TinyBERT Financial News Sentiment Analysis
A lightweight TinyBERT model fine-tuned for financial news sentiment analysis, achieving 89% accuracy with < 60MB model size and <50ms CPU inference latency.
Model Details
- Model Type: Text Classification (Sentiment Analysis)
- Architecture: TinyBERT (4-layer, 312-hidden)
- Pretrained Base:
huawei-noah/TinyBERT_General_4L_312D
- Fine-tuned Dataset: Financial news headlines with sentiment labels
- Input: Financial news text (max 128 tokens)
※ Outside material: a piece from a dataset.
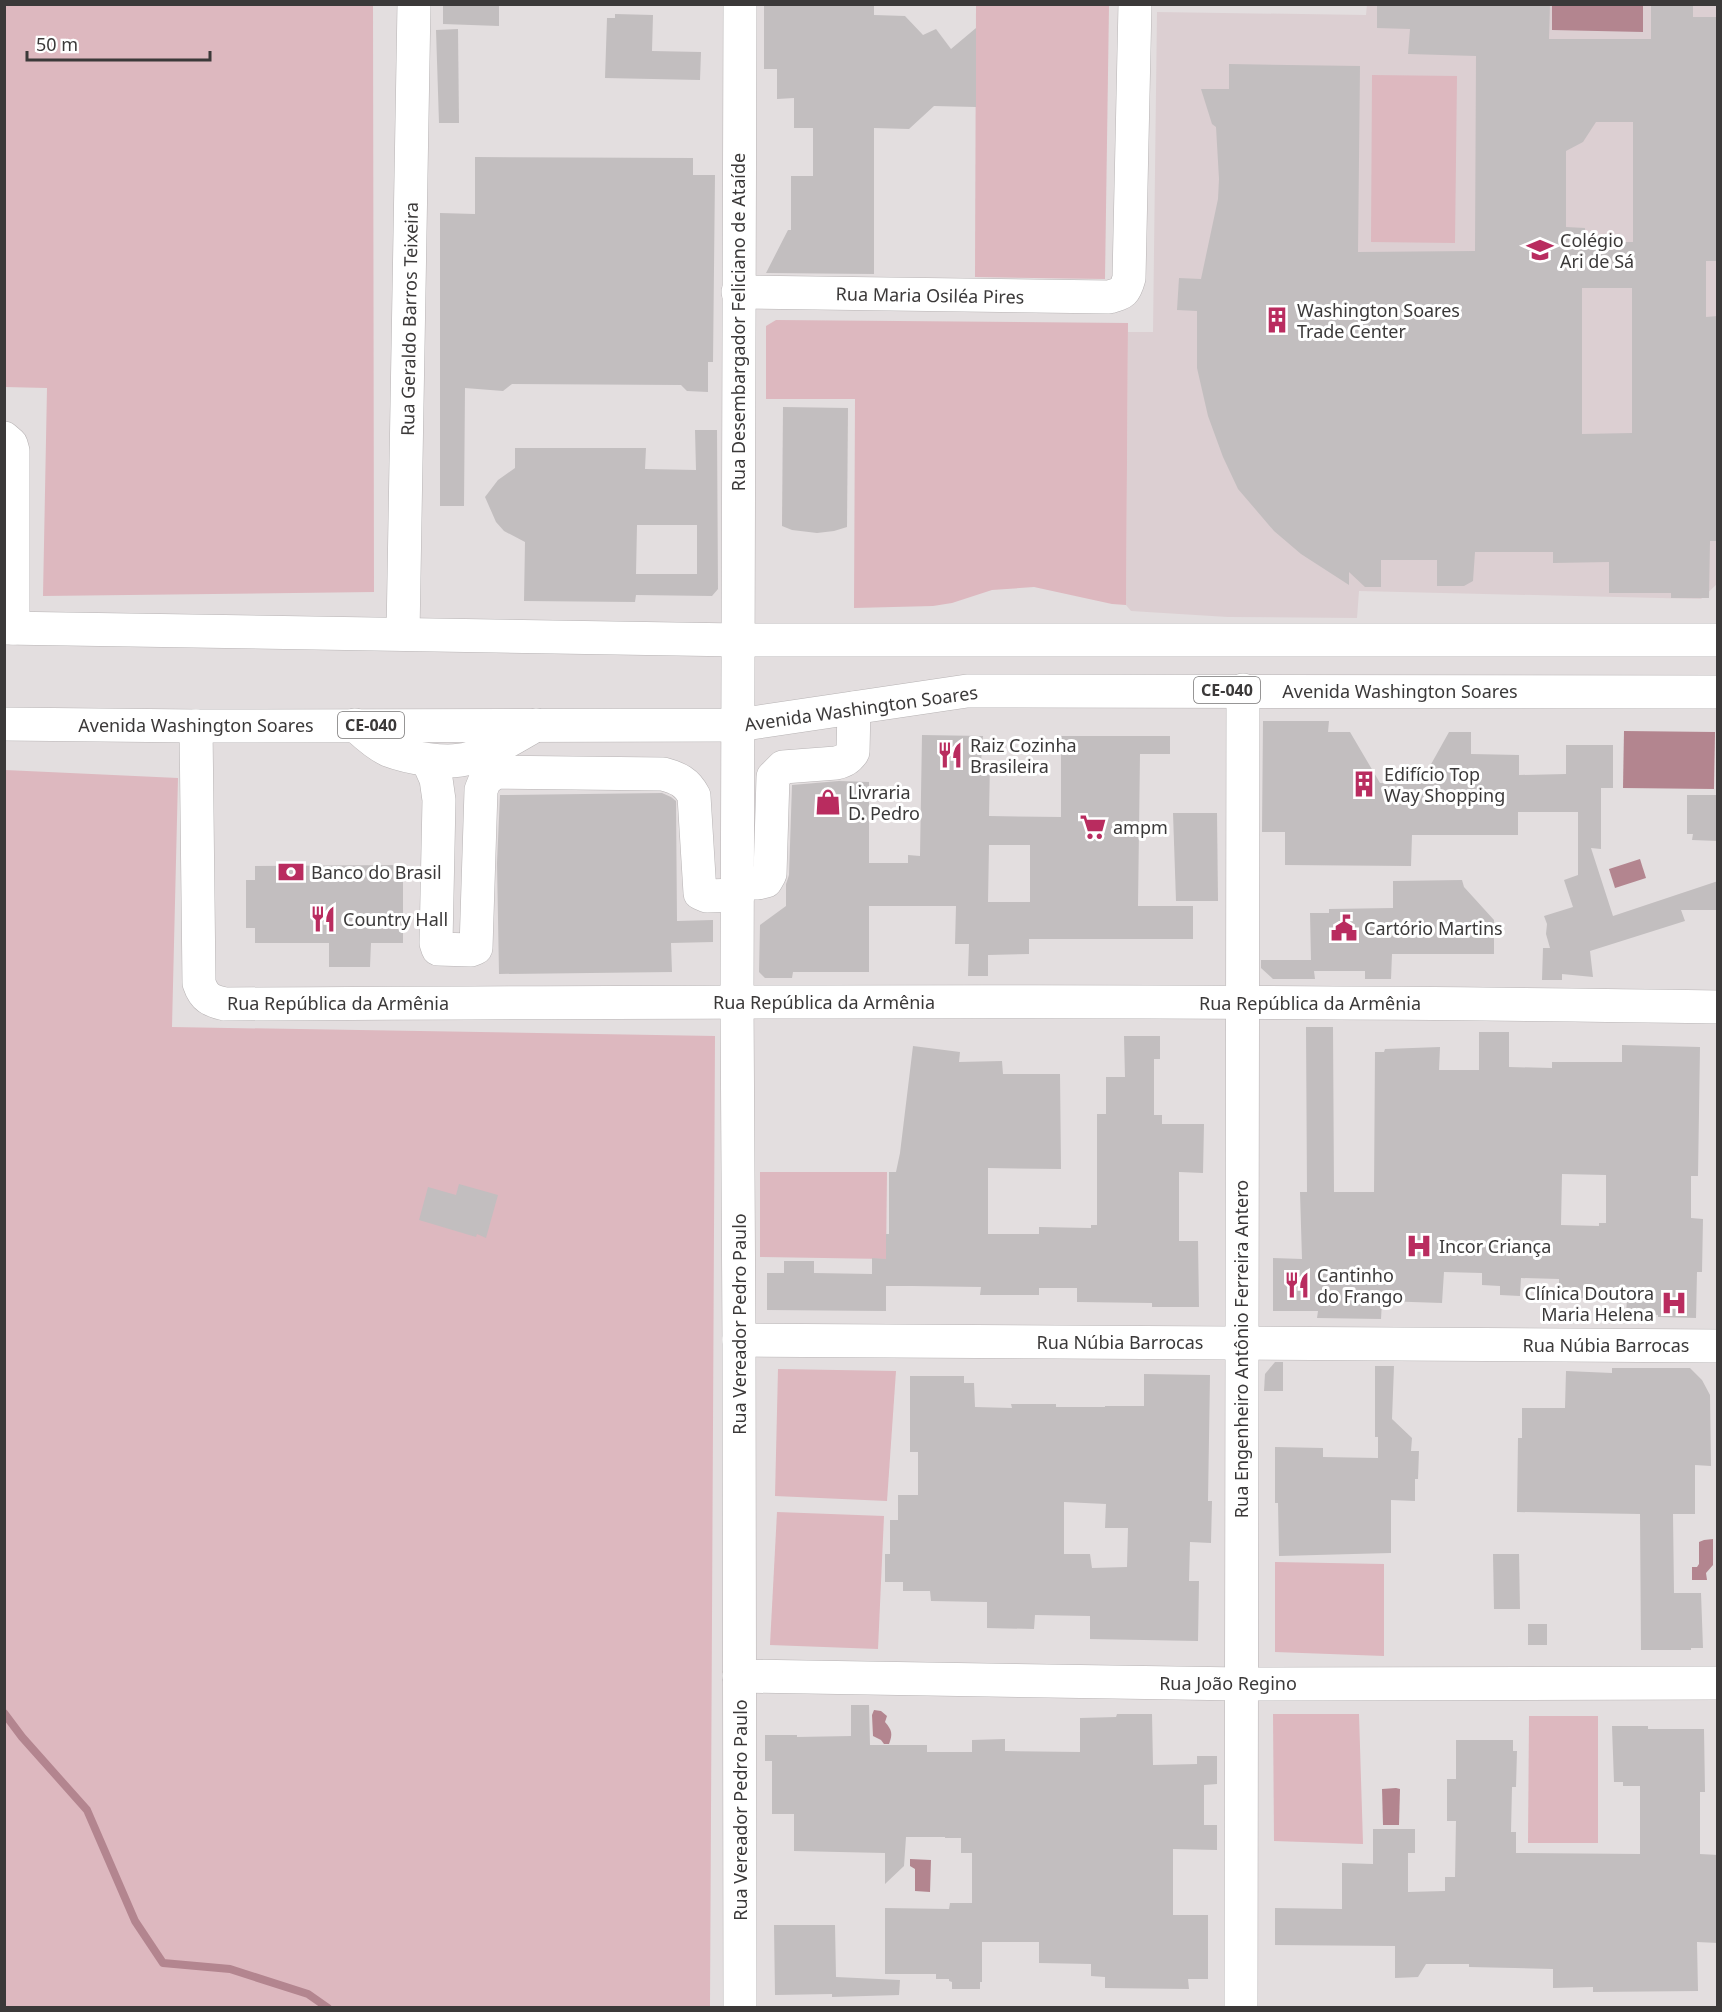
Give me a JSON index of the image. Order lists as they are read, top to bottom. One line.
{"streets":{"main road":["Rua Maria Osiléa Pires","Rua Geraldo Barros Teixeira","Rua Desembargador Feliciano de Ataíde","CE-040","Avenida Washington Soares","Rua República da Armênia","Rua Vereador Pedro Paulo","Rua Núbia Barrocas","Rua Engenheiro Antônio Ferreira Antero","Rua João Regino"]},"crossings":[["Rua Maria Osiléa Pires","Rua Desembargador Feliciano de Ataíde"],["Rua Desembargador Feliciano de Ataíde","Rua Vereador Pedro Paulo"],["Avenida Washington Soares","Rua República da Armênia"],["Avenida Washington Soares","Rua Vereador Pedro Paulo"],["Avenida Washington Soares","Rua Engenheiro Antônio Ferreira Antero"],["Rua República da Armênia","Rua Vereador Pedro Paulo"],["Rua República da Armênia","Rua Engenheiro Antônio Ferreira Antero"],["Rua Vereador Pedro Paulo","Rua Núbia Barrocas"],["Rua Vereador Pedro Paulo","Rua João Regino"],["Rua Núbia Barrocas","Rua Engenheiro Antônio Ferreira Antero"],["Rua Engenheiro Antônio Ferreira Antero","Rua João Regino"]],"places":{"school or university":["Colégio Ari de Sá"],"building":["Washington Soares Trade Center","Edifício Top Way Shopping"],"restaurant":["Raiz Cozinha Brasileira","Country Hall","Cantinho do Frango"],"shop":["Livraria D. Pedro"],"supermarket":["ampm"],"bank":["Banco do Brasil"],"public building":["Cartório Martins"],"hospital":["Incor Criança","Clínica Doutora Maria Helena"]},"scale_bar":"50 m"}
- Output: Sentiment classification (Negative/Neutral/Positive)
Performance
Metric | Value |
---|---|
Accuracy | 89.2% |
F1-Score | 0.87 |
Model Size | 54.84MB |
CPU Latency | 28ms |
Quantized Size | 5.3MB |
Usage
Direct Inference with Pipeline
from transformers import pipeline
classifier = pipeline(
"text-classification",
model="mikeysharma/finance-sentiment-analysis"
)
result = classifier("$TSLA - Morgan Stanley upgrades Tesla to Overweight")
print(result)
Using Model & Tokenizer Directly
from transformers import AutoTokenizer, AutoModelForSequenceClassification
import torch
tokenizer = AutoTokenizer.from_pretrained("mikeysharma/finance-sentiment-analysis)
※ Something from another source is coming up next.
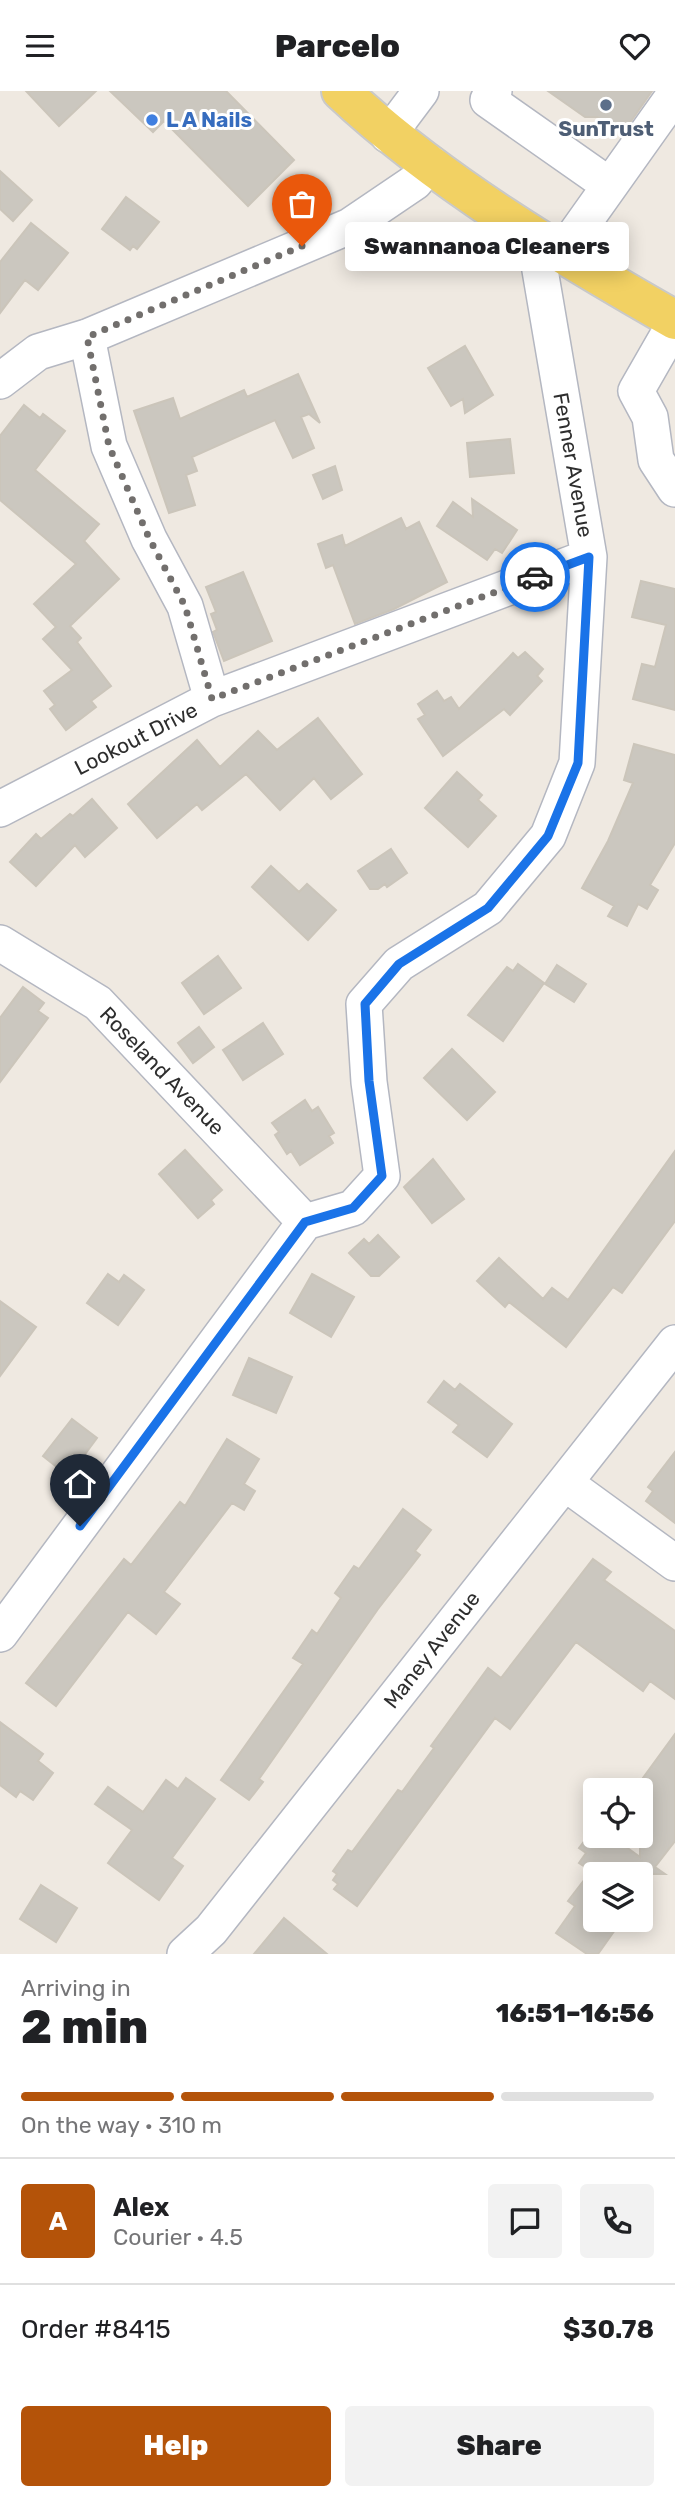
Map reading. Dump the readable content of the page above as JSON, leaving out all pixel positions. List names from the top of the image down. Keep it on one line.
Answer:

model = AutoModelForSequenceClassification.from_pretrained("mikeysharma/finance-sentiment-analysis")
inputs = tokenizer(
"$BYND - JPMorgan cuts Beyond Meat price target",
return_tensors="pt",
truncation=True,
max_length=128
)
with torch.no_grad():
outputs = model(**inputs)
predictions = torch.nn.functional.softmax(outputs.logits, dim=-1)
print(predictions)
ONNX Runtime (Optimal for Production)
from optimum.onnxruntime import ORTModelForSequenceClassification
from transformers import AutoTokenizer
tokenizer = AutoTokenizer.from_pretrained("mikeysharma/finance-sentiment-analysis")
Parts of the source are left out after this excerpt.